Please report each line of the data below that contains "Order".

EXTRACTED MATERIAL Start Marker

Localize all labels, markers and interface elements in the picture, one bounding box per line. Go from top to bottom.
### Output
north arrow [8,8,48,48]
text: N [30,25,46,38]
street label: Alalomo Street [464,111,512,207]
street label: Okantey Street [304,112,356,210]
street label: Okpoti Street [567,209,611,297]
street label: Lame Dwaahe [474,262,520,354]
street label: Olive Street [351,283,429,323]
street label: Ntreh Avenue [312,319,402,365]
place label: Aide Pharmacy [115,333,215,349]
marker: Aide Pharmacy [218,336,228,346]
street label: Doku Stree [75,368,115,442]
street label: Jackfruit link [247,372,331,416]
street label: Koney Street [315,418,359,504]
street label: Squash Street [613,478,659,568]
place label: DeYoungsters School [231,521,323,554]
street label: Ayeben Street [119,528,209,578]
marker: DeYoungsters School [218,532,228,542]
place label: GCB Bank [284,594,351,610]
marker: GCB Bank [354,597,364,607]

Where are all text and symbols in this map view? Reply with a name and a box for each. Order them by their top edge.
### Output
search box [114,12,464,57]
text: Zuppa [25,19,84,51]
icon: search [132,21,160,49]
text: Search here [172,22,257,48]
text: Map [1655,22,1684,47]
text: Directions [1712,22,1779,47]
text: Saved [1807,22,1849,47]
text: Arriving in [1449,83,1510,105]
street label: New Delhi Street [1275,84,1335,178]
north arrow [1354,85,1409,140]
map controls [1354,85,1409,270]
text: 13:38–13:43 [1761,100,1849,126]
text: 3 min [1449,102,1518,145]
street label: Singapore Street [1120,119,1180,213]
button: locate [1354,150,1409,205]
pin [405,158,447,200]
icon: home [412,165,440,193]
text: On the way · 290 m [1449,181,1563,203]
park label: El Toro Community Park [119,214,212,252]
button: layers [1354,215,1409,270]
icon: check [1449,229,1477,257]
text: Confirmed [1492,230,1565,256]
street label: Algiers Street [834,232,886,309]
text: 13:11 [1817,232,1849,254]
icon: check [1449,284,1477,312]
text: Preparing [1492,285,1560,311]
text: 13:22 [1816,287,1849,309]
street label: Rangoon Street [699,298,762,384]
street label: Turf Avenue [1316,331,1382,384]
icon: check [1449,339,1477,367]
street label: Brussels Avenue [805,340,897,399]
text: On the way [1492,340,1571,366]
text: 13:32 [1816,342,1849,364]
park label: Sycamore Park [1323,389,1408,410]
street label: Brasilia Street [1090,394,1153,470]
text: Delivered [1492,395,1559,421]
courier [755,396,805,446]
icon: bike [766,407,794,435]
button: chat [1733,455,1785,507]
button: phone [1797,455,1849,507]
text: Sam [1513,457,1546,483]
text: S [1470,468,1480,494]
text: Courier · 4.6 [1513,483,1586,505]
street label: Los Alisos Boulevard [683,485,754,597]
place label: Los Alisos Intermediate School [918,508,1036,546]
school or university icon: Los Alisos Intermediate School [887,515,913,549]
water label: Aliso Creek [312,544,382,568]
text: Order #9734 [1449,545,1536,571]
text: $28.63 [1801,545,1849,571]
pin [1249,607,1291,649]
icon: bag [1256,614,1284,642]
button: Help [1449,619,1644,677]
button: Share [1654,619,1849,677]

EXTRACTED MATERIAL End Marker

### [TASK SOLUTION]
Where are all text and symbols in this map view? Reply with a name and a box for each. Order them by their top edge.
text: Order #9734 [1449,545,1536,571]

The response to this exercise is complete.